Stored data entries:
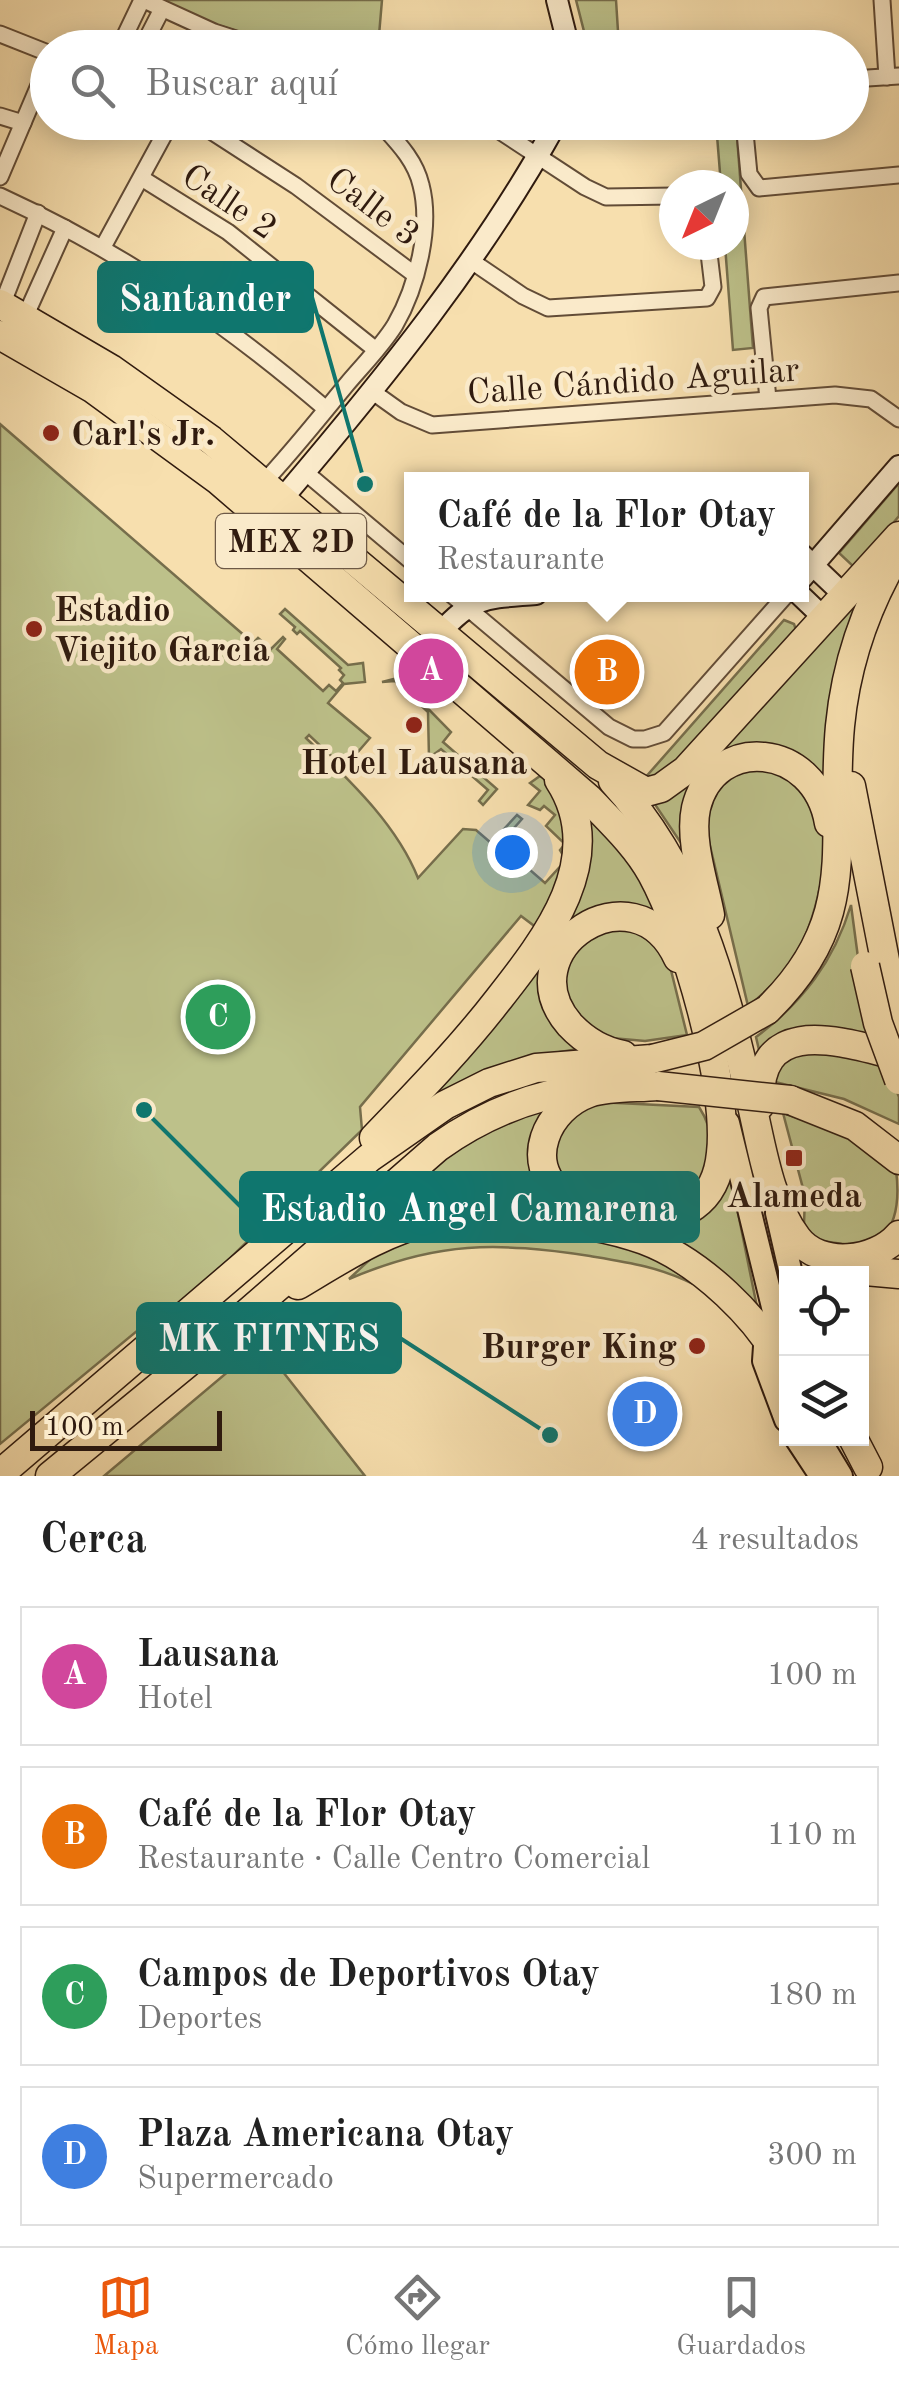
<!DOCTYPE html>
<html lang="es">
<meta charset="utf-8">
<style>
:root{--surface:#fff;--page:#f2f2f2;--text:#222;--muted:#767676;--line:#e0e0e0;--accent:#ea580c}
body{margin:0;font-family:"Old Standard TT",serif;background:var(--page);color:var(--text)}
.controls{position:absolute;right:30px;bottom:30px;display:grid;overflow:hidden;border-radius:0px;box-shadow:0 5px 25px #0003}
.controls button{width:90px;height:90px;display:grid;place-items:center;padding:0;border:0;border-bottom:2px solid var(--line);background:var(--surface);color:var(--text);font:50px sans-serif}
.compass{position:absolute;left:659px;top:170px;width:90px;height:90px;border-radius:50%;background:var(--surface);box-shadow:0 5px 25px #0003;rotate:223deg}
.scale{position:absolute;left:30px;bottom:25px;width:192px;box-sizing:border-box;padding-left:10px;border:5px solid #301b0f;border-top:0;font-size:28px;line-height:35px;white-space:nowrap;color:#301b0f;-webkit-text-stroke:8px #faeaca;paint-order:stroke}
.you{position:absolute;left:512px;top:852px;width:35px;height:35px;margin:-25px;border:8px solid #fff;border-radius:50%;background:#1a73e8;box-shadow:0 0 0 15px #1a73e833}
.badge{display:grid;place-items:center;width:65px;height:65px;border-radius:50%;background:var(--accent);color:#fff;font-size:32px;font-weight:700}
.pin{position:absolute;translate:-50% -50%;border:5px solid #fff;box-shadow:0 2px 10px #0006}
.popup{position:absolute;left:404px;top:472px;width:405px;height:130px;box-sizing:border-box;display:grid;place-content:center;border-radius:0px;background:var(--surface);filter:drop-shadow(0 2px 8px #0005);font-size:32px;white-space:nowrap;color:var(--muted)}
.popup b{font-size:38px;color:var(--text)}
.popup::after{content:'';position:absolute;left:50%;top:100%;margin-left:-20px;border:20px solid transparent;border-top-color:var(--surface)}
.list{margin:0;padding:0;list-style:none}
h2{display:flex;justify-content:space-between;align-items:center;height:130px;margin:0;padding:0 40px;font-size:42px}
h2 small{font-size:32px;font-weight:400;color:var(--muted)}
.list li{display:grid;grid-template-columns:65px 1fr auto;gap:30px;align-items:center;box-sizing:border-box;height:140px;margin:0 20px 20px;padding:0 20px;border:2px solid var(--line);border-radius:0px}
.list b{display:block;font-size:38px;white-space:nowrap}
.list p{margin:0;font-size:32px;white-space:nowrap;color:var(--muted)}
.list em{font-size:32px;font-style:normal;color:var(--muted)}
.icon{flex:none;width:55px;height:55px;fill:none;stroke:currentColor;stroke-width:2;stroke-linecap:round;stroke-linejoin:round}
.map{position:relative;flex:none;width:899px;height:1476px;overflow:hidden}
.search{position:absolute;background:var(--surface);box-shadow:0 5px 25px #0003;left:30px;right:30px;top:30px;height:110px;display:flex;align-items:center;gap:25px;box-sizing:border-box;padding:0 35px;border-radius:55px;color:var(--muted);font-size:38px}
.sheet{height:770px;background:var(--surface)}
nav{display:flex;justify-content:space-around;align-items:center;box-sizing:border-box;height:140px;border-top:2px solid var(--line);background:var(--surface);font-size:28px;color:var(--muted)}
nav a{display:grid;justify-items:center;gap:5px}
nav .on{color:var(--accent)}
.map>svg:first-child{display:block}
.green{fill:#bdc18a;stroke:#766e4c;stroke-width:2.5}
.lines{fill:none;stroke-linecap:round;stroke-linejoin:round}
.street-casing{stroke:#624c37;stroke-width:19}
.secondary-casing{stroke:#301b0f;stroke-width:24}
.primary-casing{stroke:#301b0f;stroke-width:26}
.highway-casing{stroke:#301b0f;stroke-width:31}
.street{stroke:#faeaca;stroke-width:15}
.secondary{stroke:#faeaca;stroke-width:20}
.primary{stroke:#f7dfae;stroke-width:22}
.highway{stroke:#f7dfae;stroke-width:28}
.highway-bridge-casing{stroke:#301b0f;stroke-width:31;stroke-linecap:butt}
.highway-bridge{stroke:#f7dfae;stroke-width:28}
.poi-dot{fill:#8f2418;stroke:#faeaca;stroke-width:4}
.labels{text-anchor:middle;stroke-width:9;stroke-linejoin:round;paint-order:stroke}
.shield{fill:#faeaca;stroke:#6d5947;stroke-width:2.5}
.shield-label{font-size:32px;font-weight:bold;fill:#301b0f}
.street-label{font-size:35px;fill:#301b0f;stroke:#faeaca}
.poi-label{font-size:35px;font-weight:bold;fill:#301b0f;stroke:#faeaca;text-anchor:start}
.leader{fill:none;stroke:#0f766e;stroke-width:4}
.callout-dot{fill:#0f766e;stroke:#faeaca;stroke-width:4}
.callout{fill:#0f766e;stroke:#0f766e;stroke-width:4}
.callout-label{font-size:38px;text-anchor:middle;font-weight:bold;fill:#fff}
</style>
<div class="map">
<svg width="899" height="1476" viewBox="0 0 899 1476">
<rect width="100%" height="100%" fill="#f7dfae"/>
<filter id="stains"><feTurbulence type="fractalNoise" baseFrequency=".002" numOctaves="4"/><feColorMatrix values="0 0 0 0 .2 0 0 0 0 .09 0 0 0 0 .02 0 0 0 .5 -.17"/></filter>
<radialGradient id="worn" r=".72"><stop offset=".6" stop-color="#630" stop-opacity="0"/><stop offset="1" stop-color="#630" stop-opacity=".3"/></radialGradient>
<g class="green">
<polygon points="149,0 382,0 378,47 286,47 162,7"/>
<polygon points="576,0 616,0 619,47 588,47"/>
<polygon points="716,123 736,123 753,348 733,350 725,245 734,245 734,185 721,185"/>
<path d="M0,424L253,643L258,638L271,649L283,637L285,639L277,649L323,691L329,685L336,691L343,683L340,680L344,675L339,670L341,668L300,631L297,634L293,630L295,627L280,614L285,609L348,665L363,663L365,682L344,684L328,703L370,738L344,768L309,735L306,738C348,779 396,823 418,878L463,829L476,830L491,843L517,815L522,819L500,844L545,883L566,860L560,850L565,844L546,826L555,815L544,806L540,810L528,805L540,791L530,783L540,776L545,778L568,826L567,866L537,928L521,916L360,1107L362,1130L184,1303L149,1321L0,1444Z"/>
<polygon points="899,483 899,516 855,568 839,553"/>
<polygon points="881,568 827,787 731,755 689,855 652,800"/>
<polygon points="784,620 794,624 797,633 670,772 644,779"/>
<polygon points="398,678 451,732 443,742 497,789 483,805 479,801 488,790 441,749 429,758 428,712 395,681 382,682"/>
<path d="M743,767L796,774C804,792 818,811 823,830C827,845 824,861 822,876C812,933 795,970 748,1006L706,829L710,793Z"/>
<polygon points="588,812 622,849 671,932 642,913 552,953 584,1048 524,1058 428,1101 586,878 591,836"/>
<path d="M851,905L863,995L874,1037L760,1054L756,1037C803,1002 834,961 851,905Z"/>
<polygon points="627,925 667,954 687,1035 645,1041 600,1037 570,1012 562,972 579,939"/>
<polygon points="802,1050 884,1060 899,1097 899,1124 844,1099 775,1082 781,1060"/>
<polygon points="560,1101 542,1181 654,1223 726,1182 732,1183 758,1312 715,1276 540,1213 359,1239 361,1225 466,1141"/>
<path d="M597,1102L699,1107C718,1136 710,1156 701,1187L670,1206L575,1194L553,1167L555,1128Z"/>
<path d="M783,1113L849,1135L896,1170C899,1193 899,1219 883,1237L850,1245L815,1240L804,1224L805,1196Z"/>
<path d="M495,1224L641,1245L693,1284C660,1267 626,1262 590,1256C496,1242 438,1241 349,1279L379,1251L409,1236Z"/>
<polygon points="261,1344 365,1476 104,1476"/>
</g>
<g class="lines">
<g class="street-casing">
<g id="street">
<polyline points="144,0 214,32 264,48"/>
<polyline points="882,0 887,77"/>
<polyline points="0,34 48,53"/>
<polyline points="119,48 142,0"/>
<polyline points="142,48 162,9"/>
<polyline points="852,79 899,76"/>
<polyline points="0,116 23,123"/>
<polyline points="197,122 296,186 414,274"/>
<polyline points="486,122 585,187 606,197 674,196"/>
<polyline points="744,122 749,174 759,188 899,175"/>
<polyline points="0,177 48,64"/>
<polyline points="143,179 228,232 376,350"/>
<path d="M0,196C124,253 223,321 326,409"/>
<polyline points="103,247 171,122"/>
<polyline points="470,260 523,296 548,308 707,298 713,287 708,245"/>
<polyline points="2,305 38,213"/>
<polyline points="25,317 65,228"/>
<polyline points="373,392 401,412 432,425 835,395 871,399 899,419"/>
<polyline points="768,399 759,308 764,297 899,283"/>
<polyline points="305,472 412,562"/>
<path d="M263,483C292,452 319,418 347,384C363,365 382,346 395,325C417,287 432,227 421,185C415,159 396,141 379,122"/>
<polyline points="451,594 609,727 633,739 645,739 664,733 787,594"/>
</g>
</g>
<g class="secondary-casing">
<g id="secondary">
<polyline points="557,0 569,48"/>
<path d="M282,499C383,380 481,260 557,122"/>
<polyline points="802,555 844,595"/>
<polyline points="802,578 899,466"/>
<polyline points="799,594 823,617"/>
<path d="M441,632C473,595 490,598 536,594"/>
</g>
</g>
<g class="primary-casing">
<g id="primary">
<polyline points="728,1123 786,1360"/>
<polyline points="777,1213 791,1274"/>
<polyline points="766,1332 764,1361 786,1420"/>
<polyline points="796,1438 821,1476"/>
<polyline points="818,1438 841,1476"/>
</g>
</g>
<g class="highway-casing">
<g id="highway">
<polyline points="0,304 111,369 211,440 598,765 646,792 661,788 686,770 899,536"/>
<path d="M0,335L92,388L218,480L588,798C611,822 636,845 652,874C685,934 729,1086 721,1153C719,1174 711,1194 694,1206C677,1220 656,1217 636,1215C611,1212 583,1211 563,1195C522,1163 547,1108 589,1093C610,1086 636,1088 658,1086"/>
<path d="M613,781C694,869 723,980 749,1093C761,1140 767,1198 797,1238C820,1269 876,1262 899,1235"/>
<polyline points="851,786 899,1032"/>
<path d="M710,915C704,883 689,840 696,808C714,733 815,742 829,823"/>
<path d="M767,1010C863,917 829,844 840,726C846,664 865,608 897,554"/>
<path d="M623,1055C602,1051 585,1041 570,1025C505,951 634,863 678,958"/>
<polyline points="790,1100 855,1126 899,1160"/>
<path d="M760,1105C756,1012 842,1042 899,1056"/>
<path d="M374,1138C417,1093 460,1049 498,1000C546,939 610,858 559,780"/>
<polyline points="843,1269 899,1274"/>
<path d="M298,1285C340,1260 385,1230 434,1220C467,1213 499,1215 533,1218C570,1222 609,1227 644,1240C700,1261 761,1319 786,1372"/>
<polyline points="853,1438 868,1467"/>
<polyline points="0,1474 369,1158 445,1105 489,1083 536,1068 652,1059"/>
<path d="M50,1476L229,1329L438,1147C483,1115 532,1095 586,1088"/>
</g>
</g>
<use href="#street" class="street"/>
<use href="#secondary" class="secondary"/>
<use href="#primary" class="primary"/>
<use href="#highway" class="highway"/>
<g class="highway-bridge-casing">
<g id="highway-bridge">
<polyline points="865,966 878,1023 899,1080"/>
<polyline points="652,1059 704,1046 767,1010"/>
<polyline points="658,1086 790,1100"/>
</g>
</g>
<use href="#highway-bridge" class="highway-bridge"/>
</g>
<g class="poi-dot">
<circle cx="51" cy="433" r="10"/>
<circle cx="34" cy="629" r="10"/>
<circle cx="414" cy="725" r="10"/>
<rect x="784" y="1148" width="20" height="20" rx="5"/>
<circle cx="697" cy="1346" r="10"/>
</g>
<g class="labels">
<rect class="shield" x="216" y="514" width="150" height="54" rx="8"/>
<g class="shield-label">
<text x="291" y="552">MEX 2D</text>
</g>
<g class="street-label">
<text transform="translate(230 201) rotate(34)" y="12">Calle 2</text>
<text transform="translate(374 206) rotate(37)" y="12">Calle 3</text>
<text transform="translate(633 380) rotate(-4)" y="12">Calle Cándido Aguilar</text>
</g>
<g class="poi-label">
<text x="71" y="445">Carl's Jr.</text>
<text x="54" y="621">Estadio<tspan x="54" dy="40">Viejito Garcia</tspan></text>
<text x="414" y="774" text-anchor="middle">Hotel Lausana</text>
<text x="794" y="1207" text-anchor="middle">Alameda</text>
<text x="677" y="1358" text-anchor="end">Burger King</text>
</g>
</g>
<path class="leader" d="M365 484L312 297M144 1110L241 1207M550 1435L400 1338"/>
<g class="callout-dot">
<circle cx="365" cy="484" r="10"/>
<circle cx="144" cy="1110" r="10"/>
<circle cx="550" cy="1435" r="10"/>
</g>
<g class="callout">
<rect x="99" y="263" width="213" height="68" rx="10"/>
<rect x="241" y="1173" width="457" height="68" rx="10"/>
<rect x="138" y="1304" width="262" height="68" rx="10"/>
</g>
<g class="callout-label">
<text x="205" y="311">Santander</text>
<text x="469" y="1221">Estadio Angel Camarena</text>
<text x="269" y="1351">MK FITNES</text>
</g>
<rect width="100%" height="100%" filter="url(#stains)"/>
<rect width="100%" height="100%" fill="url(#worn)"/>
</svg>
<div class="controls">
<button><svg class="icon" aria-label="locate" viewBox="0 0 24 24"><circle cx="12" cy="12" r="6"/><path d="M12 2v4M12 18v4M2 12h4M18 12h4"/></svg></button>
<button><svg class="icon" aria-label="layers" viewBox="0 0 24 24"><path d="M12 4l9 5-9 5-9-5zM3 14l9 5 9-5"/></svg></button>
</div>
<svg class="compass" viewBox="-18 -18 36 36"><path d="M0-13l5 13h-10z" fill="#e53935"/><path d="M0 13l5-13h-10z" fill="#767676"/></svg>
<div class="scale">100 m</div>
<div class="you"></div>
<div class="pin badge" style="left:431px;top:671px;background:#d1479c">A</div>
<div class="pin badge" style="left:607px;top:672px;background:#e8710a">B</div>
<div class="popup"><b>Café de la Flor Otay</b>Restaurante</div>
<div class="pin badge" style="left:218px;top:1017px;background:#2e9e5b">C</div>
<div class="pin badge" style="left:645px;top:1414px;background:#3f7fe0">D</div>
<div class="search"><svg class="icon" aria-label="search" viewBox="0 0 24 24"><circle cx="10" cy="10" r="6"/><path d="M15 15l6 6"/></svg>Buscar aquí</div>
</div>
<section class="sheet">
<h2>Cerca<small>4 resultados</small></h2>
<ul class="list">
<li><span class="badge" style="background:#d1479c">A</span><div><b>Lausana</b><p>Hotel</p></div><em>100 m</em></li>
<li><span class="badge" style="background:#e8710a">B</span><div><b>Café de la Flor Otay</b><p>Restaurante · Calle Centro Comercial</p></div><em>110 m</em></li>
<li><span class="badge" style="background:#2e9e5b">C</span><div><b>Campos de Deportivos Otay</b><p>Deportes</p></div><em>180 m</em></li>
<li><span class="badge" style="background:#3f7fe0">D</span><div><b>Plaza Americana Otay</b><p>Supermercado</p></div><em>300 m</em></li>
</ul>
</section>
<nav>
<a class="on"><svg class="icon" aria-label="map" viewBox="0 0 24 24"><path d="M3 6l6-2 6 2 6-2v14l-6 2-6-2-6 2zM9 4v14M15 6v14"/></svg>Mapa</a>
<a><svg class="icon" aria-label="directions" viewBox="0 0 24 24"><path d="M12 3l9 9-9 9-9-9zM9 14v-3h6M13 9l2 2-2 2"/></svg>Cómo llegar</a>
<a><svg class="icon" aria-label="saved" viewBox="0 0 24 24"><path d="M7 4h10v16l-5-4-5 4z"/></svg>Guardados</a>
</nav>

## Requirement
Reproduce every line in the data that has the word "controls" in it.

## Written answer
.controls{position:absolute;right:30px;bottom:30px;display:grid;overflow:hidden;border-radius:0px;box-shadow:0 5px 25px #0003}
.controls button{width:90px;height:90px;display:grid;place-items:center;padding:0;border:0;border-bottom:2px solid var(--line);background:var(--surface);color:var(--text);font:50px sans-serif}
<div class="controls">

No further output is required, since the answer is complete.